Dataset entries ::
● ● ● ●

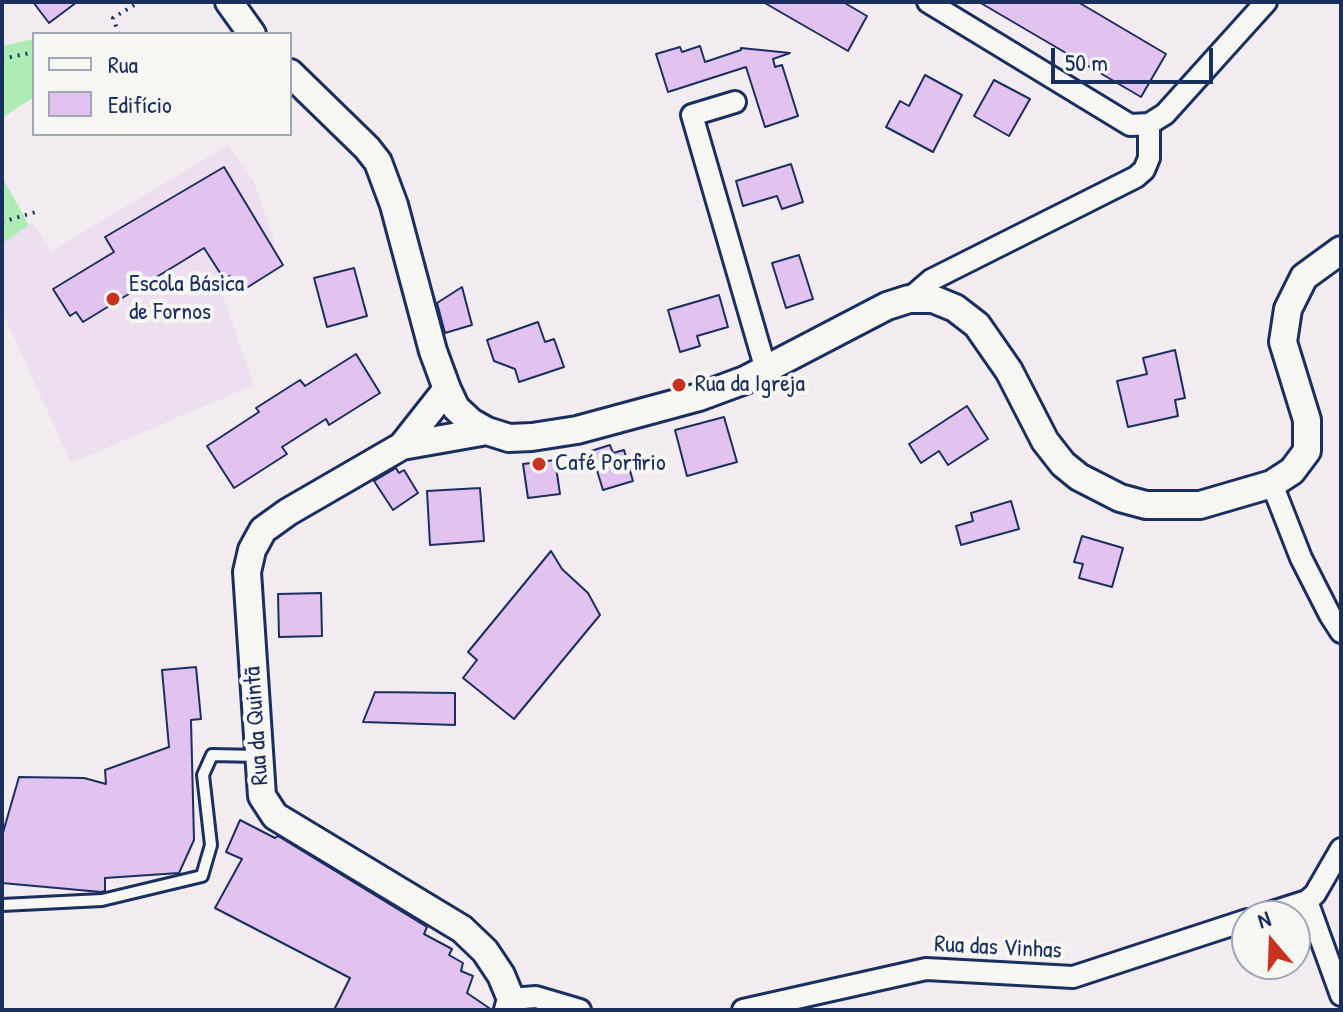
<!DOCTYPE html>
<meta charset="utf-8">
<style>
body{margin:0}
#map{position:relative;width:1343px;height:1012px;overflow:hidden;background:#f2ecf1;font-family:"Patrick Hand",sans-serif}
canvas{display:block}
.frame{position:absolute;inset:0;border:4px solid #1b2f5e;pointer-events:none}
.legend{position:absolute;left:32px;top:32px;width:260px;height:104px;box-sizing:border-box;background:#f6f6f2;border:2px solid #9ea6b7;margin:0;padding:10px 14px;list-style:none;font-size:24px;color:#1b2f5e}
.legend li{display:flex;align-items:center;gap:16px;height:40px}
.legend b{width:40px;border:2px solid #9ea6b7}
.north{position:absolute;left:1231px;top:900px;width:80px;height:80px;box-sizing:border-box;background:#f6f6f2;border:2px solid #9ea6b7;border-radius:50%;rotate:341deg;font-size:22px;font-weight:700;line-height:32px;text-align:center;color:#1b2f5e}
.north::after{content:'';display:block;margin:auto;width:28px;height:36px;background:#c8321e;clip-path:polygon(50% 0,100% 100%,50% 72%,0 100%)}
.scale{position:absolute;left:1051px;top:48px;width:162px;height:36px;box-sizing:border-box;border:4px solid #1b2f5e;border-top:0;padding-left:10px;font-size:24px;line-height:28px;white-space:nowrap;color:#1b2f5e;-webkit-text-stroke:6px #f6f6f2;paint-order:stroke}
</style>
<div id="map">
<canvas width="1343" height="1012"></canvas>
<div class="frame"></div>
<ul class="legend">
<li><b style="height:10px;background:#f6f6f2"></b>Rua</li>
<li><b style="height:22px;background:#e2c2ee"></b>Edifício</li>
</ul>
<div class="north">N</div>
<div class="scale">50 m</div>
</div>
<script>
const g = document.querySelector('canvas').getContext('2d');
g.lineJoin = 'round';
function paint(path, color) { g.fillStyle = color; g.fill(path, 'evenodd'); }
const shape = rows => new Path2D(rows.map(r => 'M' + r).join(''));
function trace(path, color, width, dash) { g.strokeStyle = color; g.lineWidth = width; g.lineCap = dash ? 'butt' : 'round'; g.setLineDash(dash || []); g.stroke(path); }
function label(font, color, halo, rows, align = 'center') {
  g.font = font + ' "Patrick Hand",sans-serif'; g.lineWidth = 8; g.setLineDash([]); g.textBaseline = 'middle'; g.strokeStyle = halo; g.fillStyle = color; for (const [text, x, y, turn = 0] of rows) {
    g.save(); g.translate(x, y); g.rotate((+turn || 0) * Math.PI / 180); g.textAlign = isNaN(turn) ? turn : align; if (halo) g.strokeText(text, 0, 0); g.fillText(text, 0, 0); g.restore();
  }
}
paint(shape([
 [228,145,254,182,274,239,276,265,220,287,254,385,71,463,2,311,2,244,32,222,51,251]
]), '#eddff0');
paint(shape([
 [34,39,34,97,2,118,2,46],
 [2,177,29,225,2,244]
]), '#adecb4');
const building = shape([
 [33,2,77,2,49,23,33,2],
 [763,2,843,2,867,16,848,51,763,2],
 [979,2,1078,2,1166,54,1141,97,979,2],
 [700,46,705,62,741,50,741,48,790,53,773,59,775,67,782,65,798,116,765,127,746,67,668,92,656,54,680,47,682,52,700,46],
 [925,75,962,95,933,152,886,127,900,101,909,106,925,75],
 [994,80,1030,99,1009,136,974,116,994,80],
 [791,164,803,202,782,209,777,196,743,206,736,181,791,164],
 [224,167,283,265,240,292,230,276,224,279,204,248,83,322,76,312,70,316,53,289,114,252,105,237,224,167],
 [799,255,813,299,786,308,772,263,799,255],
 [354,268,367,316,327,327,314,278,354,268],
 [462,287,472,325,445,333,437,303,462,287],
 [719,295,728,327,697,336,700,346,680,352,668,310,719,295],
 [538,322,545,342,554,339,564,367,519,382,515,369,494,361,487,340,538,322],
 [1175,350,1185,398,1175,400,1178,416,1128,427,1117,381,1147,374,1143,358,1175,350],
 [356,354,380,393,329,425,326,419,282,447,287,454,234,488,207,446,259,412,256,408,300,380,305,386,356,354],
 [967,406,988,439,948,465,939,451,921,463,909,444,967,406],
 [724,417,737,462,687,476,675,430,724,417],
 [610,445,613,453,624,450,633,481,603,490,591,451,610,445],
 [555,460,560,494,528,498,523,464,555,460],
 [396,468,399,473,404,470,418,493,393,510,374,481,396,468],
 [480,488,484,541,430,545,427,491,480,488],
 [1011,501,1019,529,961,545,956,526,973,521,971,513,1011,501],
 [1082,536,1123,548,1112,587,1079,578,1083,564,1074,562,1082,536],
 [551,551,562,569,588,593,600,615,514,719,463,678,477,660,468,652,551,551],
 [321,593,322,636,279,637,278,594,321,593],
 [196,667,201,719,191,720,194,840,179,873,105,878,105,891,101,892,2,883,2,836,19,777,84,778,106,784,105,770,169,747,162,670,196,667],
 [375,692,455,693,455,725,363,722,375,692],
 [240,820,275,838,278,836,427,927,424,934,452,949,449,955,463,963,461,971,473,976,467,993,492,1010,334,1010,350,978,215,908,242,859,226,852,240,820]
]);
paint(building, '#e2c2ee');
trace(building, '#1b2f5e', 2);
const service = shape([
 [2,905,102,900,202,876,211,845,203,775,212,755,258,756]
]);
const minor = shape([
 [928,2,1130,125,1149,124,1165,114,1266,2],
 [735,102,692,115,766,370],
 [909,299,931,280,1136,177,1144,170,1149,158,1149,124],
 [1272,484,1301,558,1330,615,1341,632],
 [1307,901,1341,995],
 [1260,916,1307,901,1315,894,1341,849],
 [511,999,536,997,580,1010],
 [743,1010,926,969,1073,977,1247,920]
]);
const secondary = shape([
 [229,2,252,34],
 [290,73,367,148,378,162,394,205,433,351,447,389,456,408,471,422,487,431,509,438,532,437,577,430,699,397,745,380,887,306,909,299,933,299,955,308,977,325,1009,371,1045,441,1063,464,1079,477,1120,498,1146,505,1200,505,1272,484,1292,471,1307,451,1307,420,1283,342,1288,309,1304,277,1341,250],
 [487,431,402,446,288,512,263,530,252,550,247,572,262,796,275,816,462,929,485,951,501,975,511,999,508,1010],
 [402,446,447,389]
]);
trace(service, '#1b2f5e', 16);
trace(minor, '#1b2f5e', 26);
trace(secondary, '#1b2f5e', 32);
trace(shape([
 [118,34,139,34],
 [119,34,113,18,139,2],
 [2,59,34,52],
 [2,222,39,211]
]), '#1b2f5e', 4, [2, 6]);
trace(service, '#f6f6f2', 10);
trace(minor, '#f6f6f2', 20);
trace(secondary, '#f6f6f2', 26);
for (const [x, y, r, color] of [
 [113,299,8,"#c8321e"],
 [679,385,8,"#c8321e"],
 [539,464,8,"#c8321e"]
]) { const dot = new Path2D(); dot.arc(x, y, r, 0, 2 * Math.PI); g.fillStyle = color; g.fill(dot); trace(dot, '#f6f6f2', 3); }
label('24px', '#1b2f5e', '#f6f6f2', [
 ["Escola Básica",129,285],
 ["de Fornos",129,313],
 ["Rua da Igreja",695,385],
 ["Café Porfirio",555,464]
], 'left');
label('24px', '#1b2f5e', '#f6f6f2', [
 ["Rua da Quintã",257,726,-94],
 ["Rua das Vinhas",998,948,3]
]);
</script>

● ● ● ●

What to work on ::
List every line above containing the word "function".

Exercise response ::
function paint(path, color) { g.fillStyle = color; g.fill(path, 'evenodd'); }
function trace(path, color, width, dash) { g.strokeStyle = color; g.lineWidth = width; g.lineCap = dash ? 'butt' : 'round'; g.setLineDash(dash || []); g.stroke(path); }
function label(font, color, halo, rows, align = 'center') {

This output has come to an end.